▶ [DESCRIPTION OF THE TASK]: The answer must be every line from the entries below that contains "lineWidth".

▶ [TASK MATERIAL]:
---+---

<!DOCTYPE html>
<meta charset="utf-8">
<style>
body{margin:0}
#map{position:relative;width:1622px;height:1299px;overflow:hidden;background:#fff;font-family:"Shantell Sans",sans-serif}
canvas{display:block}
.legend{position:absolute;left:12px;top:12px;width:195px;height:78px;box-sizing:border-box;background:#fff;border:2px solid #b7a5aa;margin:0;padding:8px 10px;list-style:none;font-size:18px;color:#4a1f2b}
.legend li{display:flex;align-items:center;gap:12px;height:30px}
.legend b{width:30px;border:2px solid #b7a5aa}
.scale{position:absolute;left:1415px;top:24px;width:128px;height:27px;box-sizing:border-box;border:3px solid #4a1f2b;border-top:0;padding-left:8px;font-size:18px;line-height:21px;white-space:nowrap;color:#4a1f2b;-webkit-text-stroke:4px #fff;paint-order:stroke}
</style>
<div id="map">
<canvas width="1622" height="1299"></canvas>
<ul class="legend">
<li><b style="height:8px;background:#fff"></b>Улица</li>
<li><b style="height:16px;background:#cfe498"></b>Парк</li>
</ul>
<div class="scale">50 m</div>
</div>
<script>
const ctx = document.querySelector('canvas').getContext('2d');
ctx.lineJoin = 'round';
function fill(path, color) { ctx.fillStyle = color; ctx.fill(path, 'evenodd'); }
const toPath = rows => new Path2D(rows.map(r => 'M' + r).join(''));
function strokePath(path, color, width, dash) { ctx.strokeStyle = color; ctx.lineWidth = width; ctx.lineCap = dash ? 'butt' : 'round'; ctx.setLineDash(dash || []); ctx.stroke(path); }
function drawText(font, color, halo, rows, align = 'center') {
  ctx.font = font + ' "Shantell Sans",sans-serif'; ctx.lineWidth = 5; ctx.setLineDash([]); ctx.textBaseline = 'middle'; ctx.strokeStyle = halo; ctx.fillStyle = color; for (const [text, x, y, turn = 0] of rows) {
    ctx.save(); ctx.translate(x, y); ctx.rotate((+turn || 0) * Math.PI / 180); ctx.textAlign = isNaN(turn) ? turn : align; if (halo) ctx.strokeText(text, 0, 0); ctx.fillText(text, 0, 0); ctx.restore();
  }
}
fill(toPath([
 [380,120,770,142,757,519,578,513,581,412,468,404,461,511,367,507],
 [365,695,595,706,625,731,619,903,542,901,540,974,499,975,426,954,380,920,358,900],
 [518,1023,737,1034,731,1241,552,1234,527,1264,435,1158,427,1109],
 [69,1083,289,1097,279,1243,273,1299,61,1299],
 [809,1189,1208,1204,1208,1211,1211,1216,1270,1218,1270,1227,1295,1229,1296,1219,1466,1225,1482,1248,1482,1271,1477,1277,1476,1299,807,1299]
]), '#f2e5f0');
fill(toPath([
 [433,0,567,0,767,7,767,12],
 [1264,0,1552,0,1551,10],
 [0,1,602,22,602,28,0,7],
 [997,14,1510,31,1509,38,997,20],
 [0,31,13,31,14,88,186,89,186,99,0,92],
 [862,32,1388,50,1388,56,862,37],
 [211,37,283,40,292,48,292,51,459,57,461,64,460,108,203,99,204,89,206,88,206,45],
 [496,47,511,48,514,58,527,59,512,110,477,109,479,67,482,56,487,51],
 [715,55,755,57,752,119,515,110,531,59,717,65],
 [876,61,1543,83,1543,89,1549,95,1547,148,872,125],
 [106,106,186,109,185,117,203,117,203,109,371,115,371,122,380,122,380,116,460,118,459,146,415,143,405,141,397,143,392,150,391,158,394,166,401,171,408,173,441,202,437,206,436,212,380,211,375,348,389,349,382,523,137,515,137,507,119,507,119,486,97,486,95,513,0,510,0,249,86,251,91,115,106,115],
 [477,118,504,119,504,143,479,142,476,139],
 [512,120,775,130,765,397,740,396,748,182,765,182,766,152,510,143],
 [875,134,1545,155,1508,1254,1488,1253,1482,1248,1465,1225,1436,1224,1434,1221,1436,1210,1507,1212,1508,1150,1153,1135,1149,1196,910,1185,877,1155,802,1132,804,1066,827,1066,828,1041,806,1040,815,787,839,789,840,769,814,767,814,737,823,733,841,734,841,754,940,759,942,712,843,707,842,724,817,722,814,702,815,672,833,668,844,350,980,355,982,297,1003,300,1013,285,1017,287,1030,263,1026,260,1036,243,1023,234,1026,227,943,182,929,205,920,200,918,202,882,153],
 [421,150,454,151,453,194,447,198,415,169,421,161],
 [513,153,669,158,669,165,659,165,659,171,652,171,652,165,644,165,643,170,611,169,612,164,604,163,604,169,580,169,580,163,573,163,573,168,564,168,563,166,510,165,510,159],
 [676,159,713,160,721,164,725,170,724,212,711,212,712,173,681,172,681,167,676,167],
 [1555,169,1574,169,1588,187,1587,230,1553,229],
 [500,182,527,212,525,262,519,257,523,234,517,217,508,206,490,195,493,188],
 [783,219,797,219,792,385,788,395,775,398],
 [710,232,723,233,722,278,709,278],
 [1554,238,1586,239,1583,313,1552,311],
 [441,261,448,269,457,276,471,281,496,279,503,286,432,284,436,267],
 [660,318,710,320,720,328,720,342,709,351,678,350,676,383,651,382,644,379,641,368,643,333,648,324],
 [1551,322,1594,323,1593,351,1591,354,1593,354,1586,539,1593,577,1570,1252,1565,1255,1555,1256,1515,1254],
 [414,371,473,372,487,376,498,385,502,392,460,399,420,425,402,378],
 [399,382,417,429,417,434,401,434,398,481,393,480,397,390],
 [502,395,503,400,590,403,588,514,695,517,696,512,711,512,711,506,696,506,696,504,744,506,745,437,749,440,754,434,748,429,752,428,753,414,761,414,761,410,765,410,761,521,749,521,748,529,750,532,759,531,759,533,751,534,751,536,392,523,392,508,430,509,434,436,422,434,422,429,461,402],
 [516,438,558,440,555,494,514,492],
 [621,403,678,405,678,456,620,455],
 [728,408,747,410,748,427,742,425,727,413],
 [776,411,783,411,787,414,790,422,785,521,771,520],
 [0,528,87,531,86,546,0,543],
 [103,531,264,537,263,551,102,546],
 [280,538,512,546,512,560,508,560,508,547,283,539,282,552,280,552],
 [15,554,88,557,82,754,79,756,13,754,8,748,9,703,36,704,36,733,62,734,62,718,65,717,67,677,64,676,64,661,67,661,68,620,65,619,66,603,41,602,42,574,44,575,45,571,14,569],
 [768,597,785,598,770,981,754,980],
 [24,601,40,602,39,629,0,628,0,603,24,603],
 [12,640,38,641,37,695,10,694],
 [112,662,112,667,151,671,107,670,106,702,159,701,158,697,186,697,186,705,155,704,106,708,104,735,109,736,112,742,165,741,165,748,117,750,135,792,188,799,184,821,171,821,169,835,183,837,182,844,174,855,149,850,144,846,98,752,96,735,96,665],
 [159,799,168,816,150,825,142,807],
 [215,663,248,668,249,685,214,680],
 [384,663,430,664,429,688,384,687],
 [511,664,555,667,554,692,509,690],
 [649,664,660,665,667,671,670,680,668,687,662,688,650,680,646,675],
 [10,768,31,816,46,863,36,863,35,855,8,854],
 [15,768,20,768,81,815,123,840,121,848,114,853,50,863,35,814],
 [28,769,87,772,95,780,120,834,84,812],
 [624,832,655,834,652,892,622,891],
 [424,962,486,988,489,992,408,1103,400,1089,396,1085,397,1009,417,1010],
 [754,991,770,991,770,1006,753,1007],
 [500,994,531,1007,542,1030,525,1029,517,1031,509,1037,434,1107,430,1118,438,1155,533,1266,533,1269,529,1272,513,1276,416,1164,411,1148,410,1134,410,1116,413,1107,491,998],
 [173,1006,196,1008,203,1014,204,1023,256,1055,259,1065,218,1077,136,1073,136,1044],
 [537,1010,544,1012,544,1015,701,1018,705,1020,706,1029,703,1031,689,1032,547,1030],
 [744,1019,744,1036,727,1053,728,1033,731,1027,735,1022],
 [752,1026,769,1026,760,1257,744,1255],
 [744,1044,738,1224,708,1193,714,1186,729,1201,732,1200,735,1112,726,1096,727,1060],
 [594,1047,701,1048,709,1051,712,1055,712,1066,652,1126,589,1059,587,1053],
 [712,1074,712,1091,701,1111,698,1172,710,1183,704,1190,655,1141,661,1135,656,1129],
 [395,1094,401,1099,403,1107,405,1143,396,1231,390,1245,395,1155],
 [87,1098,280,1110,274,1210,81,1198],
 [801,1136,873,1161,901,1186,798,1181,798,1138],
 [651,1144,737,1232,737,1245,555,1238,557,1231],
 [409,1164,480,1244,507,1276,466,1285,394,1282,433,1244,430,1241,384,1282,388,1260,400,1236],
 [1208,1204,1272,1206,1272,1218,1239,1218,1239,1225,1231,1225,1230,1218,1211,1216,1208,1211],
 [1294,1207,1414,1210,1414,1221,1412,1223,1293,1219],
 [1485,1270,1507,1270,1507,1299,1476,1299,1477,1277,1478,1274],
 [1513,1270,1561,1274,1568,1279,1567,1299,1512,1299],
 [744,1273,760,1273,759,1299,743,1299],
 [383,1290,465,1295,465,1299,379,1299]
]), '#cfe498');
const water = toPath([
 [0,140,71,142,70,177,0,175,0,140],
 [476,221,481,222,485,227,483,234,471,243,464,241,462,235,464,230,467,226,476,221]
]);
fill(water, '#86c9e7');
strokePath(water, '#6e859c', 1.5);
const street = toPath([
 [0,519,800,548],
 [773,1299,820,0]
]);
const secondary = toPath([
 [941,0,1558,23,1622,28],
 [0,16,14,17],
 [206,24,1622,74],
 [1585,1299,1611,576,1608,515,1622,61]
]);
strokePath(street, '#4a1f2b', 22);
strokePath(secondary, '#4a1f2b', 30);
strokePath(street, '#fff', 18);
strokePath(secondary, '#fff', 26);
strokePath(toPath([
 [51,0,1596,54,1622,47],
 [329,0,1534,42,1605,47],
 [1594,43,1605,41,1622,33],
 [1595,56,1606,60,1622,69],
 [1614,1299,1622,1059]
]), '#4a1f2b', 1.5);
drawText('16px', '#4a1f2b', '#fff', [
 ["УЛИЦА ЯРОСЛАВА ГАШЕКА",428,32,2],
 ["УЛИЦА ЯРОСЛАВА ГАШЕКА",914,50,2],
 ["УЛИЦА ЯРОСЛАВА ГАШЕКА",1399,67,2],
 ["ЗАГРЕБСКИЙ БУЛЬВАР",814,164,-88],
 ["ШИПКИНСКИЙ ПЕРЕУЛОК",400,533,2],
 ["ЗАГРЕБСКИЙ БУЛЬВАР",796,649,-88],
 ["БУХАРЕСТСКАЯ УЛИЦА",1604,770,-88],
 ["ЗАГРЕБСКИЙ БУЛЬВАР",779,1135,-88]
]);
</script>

---+---

▶ [TASK RESULT]:
function strokePath(path, color, width, dash) { ctx.strokeStyle = color; ctx.lineWidth = width; ctx.lineCap = dash ? 'butt' : 'round'; ctx.setLineDash(dash || []); ctx.stroke(path); }
  ctx.font = font + ' "Shantell Sans",sans-serif'; ctx.lineWidth = 5; ctx.setLineDash([]); ctx.textBaseline = 'middle'; ctx.strokeStyle = halo; ctx.fillStyle = color; for (const [text, x, y, turn = 0] of rows) {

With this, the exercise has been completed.